● Task item
Retype the records exactly.

● Data in this exercise
___

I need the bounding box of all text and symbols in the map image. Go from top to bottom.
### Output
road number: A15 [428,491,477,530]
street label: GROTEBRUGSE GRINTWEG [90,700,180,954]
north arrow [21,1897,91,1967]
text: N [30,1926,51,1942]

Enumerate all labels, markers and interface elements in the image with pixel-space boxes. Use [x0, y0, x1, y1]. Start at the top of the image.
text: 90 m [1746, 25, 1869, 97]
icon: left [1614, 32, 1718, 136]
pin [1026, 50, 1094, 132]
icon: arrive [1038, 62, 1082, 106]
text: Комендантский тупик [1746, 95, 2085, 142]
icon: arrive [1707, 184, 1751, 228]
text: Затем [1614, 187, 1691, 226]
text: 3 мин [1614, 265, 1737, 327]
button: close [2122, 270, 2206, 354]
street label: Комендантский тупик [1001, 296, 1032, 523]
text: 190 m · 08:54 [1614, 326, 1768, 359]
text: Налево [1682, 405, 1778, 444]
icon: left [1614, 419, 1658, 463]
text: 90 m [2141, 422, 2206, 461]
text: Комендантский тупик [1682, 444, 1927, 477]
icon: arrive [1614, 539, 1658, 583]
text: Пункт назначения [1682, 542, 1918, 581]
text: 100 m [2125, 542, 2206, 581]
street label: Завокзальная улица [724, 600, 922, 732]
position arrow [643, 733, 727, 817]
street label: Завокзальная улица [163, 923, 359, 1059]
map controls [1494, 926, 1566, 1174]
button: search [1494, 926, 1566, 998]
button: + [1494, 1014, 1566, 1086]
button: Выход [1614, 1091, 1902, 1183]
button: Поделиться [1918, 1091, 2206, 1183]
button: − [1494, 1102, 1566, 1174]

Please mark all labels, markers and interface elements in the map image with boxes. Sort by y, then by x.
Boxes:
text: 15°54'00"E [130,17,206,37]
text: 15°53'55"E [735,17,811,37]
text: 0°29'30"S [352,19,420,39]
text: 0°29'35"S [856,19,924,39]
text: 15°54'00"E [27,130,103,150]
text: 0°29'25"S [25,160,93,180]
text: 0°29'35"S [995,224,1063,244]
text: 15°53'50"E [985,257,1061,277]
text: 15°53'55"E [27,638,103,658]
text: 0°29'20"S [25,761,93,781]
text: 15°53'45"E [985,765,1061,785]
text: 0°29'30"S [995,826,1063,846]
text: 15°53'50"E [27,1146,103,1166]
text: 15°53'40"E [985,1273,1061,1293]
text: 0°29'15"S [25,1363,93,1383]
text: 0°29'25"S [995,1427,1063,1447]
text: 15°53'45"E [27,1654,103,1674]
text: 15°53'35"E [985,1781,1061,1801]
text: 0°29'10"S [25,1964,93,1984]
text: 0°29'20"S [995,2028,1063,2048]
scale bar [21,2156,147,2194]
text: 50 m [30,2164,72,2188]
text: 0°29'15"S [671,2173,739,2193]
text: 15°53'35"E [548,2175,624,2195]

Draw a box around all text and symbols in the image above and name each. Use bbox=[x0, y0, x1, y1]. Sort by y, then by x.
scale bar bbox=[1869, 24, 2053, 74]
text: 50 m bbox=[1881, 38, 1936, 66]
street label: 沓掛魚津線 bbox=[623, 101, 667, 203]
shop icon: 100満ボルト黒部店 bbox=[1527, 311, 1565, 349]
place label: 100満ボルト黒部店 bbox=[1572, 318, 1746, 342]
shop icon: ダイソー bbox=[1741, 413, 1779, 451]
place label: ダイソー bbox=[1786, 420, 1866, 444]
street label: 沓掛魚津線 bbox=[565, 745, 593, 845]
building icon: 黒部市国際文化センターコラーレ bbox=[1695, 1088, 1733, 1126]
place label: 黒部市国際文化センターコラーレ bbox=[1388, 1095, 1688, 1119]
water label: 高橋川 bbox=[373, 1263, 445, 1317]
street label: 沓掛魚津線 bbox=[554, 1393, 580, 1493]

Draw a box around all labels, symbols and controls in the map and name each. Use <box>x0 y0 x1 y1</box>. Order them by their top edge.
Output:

___

● Written response
I need the bounding box of all text and symbols in the map image. Go from top to bottom.
### Output
road number: A15 [428,491,477,530]
street label: GROTEBRUGSE GRINTWEG [90,700,180,954]
north arrow [21,1897,91,1967]
text: N [30,1926,51,1942]

Enumerate all labels, markers and interface elements in the image with pixel-space boxes. Use [x0, y0, x1, y1]. Start at the top of the image.
text: 90 m [1746, 25, 1869, 97]
icon: left [1614, 32, 1718, 136]
pin [1026, 50, 1094, 132]
icon: arrive [1038, 62, 1082, 106]
text: Комендантский тупик [1746, 95, 2085, 142]
icon: arrive [1707, 184, 1751, 228]
text: Затем [1614, 187, 1691, 226]
text: 3 мин [1614, 265, 1737, 327]
button: close [2122, 270, 2206, 354]
street label: Комендантский тупик [1001, 296, 1032, 523]
text: 190 m · 08:54 [1614, 326, 1768, 359]
text: Налево [1682, 405, 1778, 444]
icon: left [1614, 419, 1658, 463]
text: 90 m [2141, 422, 2206, 461]
text: Комендантский тупик [1682, 444, 1927, 477]
icon: arrive [1614, 539, 1658, 583]
text: Пункт назначения [1682, 542, 1918, 581]
text: 100 m [2125, 542, 2206, 581]
street label: Завокзальная улица [724, 600, 922, 732]
position arrow [643, 733, 727, 817]
street label: Завокзальная улица [163, 923, 359, 1059]
map controls [1494, 926, 1566, 1174]
button: search [1494, 926, 1566, 998]
button: + [1494, 1014, 1566, 1086]
button: Выход [1614, 1091, 1902, 1183]
button: Поделиться [1918, 1091, 2206, 1183]
button: − [1494, 1102, 1566, 1174]

Please mark all labels, markers and interface elements in the map image with boxes. Sort by y, then by x.
Boxes:
text: 15°54'00"E [130,17,206,37]
text: 15°53'55"E [735,17,811,37]
text: 0°29'30"S [352,19,420,39]
text: 0°29'35"S [856,19,924,39]
text: 15°54'00"E [27,130,103,150]
text: 0°29'25"S [25,160,93,180]
text: 0°29'35"S [995,224,1063,244]
text: 15°53'50"E [985,257,1061,277]
text: 15°53'55"E [27,638,103,658]
text: 0°29'20"S [25,761,93,781]
text: 15°53'45"E [985,765,1061,785]
text: 0°29'30"S [995,826,1063,846]
text: 15°53'50"E [27,1146,103,1166]
text: 15°53'40"E [985,1273,1061,1293]
text: 0°29'15"S [25,1363,93,1383]
text: 0°29'25"S [995,1427,1063,1447]
text: 15°53'45"E [27,1654,103,1674]
text: 15°53'35"E [985,1781,1061,1801]
text: 0°29'10"S [25,1964,93,1984]
text: 0°29'20"S [995,2028,1063,2048]
scale bar [21,2156,147,2194]
text: 50 m [30,2164,72,2188]
text: 0°29'15"S [671,2173,739,2193]
text: 15°53'35"E [548,2175,624,2195]

Draw a box around all text and symbols in the image above and name each. Use bbox=[x0, y0, x1, y1]. Sort by y, then by x.
scale bar bbox=[1869, 24, 2053, 74]
text: 50 m bbox=[1881, 38, 1936, 66]
street label: 沓掛魚津線 bbox=[623, 101, 667, 203]
shop icon: 100満ボルト黒部店 bbox=[1527, 311, 1565, 349]
place label: 100満ボルト黒部店 bbox=[1572, 318, 1746, 342]
shop icon: ダイソー bbox=[1741, 413, 1779, 451]
place label: ダイソー bbox=[1786, 420, 1866, 444]
street label: 沓掛魚津線 bbox=[565, 745, 593, 845]
building icon: 黒部市国際文化センターコラーレ bbox=[1695, 1088, 1733, 1126]
place label: 黒部市国際文化センターコラーレ bbox=[1388, 1095, 1688, 1119]
water label: 高橋川 bbox=[373, 1263, 445, 1317]
street label: 沓掛魚津線 bbox=[554, 1393, 580, 1493]

Draw a box around all labels, symbols and controls in the map and name each. Use <box>x0 y0 x1 y1</box>. Order them by their top edge.
Output:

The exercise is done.